O governo federal anunciou, em Brasília, uma nova linha de crédito de R$ 12 bilhões voltada à modernização industrial e à difusão de tecnologias 4.0. A iniciativa, conduzida pelo BNDES em parceria com a Finep, busca renovar o parque fabril brasileiro, ainda fortemente dependente de máquinas antigas, cuja idade média é de 14 anos, segundo estudos do setor. O programa incentiva investimentos em robótica, inteligência artificial, automação, sensoriamento e internet das coisas (IoT), com foco em elevar a produtividade e a eficiência operacional.

Do total previsto, R$ 10 bilhões serão destinados à linha Crédito Indústria 4.0, operada pelo BNDES. As taxas combinam TR e juros de mercado, com custo máximo de 8,5% ao ano, cerca de 6% abaixo das linhas tradicionais. O financiamento contempla tanto a aquisição de novas tecnologias quanto o retrofit de equipamentos e plantas industriais.
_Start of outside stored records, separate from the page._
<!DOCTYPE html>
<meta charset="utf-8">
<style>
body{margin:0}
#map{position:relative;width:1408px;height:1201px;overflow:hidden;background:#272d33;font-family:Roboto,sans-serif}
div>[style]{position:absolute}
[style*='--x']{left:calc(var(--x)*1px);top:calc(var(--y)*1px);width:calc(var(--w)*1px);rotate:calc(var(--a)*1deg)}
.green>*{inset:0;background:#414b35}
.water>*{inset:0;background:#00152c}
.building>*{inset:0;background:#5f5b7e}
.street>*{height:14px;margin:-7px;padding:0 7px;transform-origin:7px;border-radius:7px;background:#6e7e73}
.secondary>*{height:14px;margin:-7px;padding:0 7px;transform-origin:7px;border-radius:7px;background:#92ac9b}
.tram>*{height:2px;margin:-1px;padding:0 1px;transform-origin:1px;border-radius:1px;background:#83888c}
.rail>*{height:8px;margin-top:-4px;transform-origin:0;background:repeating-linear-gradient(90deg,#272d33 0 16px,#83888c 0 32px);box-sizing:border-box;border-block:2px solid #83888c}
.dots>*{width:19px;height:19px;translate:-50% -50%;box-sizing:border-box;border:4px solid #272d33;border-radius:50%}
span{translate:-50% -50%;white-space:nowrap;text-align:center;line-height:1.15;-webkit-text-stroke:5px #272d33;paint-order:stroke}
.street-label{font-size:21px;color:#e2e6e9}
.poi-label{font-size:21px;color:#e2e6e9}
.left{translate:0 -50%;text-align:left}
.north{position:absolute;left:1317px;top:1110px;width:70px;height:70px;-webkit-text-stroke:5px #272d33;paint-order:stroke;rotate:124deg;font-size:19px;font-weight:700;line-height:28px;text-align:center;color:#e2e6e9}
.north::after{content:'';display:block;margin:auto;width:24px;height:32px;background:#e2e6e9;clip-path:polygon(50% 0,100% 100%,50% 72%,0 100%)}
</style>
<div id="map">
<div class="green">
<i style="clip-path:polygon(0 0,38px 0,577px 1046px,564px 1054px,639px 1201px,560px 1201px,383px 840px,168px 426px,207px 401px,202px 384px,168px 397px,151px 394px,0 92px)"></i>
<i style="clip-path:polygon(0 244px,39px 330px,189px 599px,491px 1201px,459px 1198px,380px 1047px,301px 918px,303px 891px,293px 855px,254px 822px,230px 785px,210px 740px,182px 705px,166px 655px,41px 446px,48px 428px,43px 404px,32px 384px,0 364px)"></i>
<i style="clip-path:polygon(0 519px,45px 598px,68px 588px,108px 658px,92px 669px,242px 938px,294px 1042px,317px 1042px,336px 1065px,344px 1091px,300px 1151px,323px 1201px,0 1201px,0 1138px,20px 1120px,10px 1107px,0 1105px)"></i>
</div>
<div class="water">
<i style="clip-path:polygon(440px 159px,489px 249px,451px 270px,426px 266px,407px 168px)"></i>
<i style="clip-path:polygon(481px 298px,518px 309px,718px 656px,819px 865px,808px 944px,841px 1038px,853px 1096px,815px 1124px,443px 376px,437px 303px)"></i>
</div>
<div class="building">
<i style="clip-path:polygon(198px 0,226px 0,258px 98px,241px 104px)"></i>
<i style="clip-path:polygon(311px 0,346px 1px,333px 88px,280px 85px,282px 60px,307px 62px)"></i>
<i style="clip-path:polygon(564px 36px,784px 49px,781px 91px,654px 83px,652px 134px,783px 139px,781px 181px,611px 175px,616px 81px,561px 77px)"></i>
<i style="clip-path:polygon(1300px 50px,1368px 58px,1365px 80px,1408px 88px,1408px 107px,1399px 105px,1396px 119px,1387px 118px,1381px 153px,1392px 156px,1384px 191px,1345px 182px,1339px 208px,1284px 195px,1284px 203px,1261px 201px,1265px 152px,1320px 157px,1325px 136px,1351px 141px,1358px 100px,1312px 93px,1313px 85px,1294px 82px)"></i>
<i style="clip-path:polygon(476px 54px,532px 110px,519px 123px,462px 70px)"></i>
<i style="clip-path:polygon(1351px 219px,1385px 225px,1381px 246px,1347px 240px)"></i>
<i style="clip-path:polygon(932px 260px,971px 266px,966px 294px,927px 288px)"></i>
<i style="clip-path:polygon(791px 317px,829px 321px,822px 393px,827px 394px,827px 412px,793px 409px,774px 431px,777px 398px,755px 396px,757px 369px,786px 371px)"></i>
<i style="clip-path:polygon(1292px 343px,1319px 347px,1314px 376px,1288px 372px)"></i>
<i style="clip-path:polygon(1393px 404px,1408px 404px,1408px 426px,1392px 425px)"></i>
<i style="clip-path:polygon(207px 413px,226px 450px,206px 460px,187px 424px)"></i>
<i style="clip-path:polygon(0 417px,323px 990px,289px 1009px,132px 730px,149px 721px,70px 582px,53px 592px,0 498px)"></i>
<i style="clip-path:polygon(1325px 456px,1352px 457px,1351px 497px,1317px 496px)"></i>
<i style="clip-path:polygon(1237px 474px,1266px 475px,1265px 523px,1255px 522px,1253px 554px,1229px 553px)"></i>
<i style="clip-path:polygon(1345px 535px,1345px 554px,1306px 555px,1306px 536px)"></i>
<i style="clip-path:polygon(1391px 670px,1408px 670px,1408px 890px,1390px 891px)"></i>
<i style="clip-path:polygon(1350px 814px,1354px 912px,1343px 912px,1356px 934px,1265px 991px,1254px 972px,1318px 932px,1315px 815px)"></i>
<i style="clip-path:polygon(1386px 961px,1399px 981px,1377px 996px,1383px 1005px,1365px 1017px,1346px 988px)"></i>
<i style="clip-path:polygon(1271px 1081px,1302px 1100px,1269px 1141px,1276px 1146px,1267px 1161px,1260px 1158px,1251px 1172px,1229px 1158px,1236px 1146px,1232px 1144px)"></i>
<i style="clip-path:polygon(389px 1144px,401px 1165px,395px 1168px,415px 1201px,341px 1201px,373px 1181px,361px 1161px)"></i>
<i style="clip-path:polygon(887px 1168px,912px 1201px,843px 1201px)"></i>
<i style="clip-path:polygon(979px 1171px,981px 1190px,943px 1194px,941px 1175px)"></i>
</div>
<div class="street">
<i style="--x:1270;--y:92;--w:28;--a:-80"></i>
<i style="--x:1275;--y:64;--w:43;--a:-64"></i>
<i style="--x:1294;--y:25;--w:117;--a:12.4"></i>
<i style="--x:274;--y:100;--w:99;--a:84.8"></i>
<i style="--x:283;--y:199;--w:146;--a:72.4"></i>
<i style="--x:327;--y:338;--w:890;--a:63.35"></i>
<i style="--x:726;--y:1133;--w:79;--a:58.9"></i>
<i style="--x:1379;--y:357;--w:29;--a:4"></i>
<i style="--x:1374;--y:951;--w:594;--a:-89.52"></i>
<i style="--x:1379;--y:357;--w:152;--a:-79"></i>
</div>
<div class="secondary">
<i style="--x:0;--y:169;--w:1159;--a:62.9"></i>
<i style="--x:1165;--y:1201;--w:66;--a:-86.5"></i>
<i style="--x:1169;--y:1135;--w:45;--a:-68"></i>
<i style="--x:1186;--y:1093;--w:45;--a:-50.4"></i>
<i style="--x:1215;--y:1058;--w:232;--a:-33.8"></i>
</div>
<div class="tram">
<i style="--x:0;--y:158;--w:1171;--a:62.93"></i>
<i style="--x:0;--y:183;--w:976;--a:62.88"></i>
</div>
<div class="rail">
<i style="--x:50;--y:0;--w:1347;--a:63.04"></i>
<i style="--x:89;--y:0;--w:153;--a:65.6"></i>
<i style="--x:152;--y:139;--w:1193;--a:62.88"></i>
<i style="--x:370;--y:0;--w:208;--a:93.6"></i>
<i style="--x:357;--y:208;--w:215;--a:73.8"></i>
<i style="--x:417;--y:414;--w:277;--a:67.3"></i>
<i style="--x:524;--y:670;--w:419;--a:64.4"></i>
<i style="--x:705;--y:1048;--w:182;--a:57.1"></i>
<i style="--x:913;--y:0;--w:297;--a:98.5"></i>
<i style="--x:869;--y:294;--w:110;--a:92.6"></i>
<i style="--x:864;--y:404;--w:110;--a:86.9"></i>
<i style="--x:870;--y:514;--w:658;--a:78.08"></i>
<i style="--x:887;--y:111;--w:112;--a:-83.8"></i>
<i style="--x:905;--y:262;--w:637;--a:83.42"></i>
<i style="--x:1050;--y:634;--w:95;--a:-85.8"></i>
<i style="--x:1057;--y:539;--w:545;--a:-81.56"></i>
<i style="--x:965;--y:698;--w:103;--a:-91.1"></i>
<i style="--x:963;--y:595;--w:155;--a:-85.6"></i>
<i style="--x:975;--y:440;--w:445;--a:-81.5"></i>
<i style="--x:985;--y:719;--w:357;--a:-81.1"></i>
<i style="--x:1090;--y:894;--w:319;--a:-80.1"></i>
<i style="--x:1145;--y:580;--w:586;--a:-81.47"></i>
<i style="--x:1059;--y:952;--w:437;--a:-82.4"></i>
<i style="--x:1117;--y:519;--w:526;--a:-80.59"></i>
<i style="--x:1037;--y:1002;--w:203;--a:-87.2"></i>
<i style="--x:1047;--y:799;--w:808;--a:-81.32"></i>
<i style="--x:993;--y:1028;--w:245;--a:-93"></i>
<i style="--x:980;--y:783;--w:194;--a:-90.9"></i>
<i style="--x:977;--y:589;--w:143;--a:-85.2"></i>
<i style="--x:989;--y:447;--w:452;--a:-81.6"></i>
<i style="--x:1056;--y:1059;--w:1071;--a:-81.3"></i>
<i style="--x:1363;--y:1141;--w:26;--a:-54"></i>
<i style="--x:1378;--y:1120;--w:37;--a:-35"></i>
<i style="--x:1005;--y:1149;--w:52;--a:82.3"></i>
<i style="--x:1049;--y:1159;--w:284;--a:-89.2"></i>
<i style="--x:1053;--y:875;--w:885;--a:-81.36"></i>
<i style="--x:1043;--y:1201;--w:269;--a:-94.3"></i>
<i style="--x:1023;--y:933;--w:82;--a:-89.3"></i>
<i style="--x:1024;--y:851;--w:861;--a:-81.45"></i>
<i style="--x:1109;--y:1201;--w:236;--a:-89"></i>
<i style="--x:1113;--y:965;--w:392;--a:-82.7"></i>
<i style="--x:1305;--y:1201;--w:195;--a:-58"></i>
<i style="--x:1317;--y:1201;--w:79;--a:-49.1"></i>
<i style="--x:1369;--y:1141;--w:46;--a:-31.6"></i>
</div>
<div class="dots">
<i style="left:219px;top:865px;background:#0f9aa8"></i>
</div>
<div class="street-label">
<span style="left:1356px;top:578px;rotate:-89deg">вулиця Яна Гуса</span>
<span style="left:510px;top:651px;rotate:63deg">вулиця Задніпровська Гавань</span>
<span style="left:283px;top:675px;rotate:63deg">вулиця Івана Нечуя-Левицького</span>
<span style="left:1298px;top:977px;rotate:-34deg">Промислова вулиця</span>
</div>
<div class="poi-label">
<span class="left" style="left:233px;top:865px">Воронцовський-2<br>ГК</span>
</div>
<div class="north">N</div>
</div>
No agronegócio, a medida pode acelerar a modernização de silos e armazéns de grãos. A adoção de sistemas automatizados e conectados permite reduzir perdas, melhorar o controle de temperatura e umidade e ampliar a segurança das operações. Empresas como a PCE Engenharia já oferecem soluções compatíveis com o programa BNDES Finame Máquinas 4.0, incluindo monitoramento remoto e integração digital.

“O campo e a indústria precisa de ferramentas tecnológicas para ganhar eficiência. As cooperativas, armazenadores e fabricantes poderão financiar a automação de seus silos e armazéns e, com isso, reduzir custos e elevar a qualidade do grão armazenado”, afirma o diretor comercial da PCE Engenharia, Everton Rorato.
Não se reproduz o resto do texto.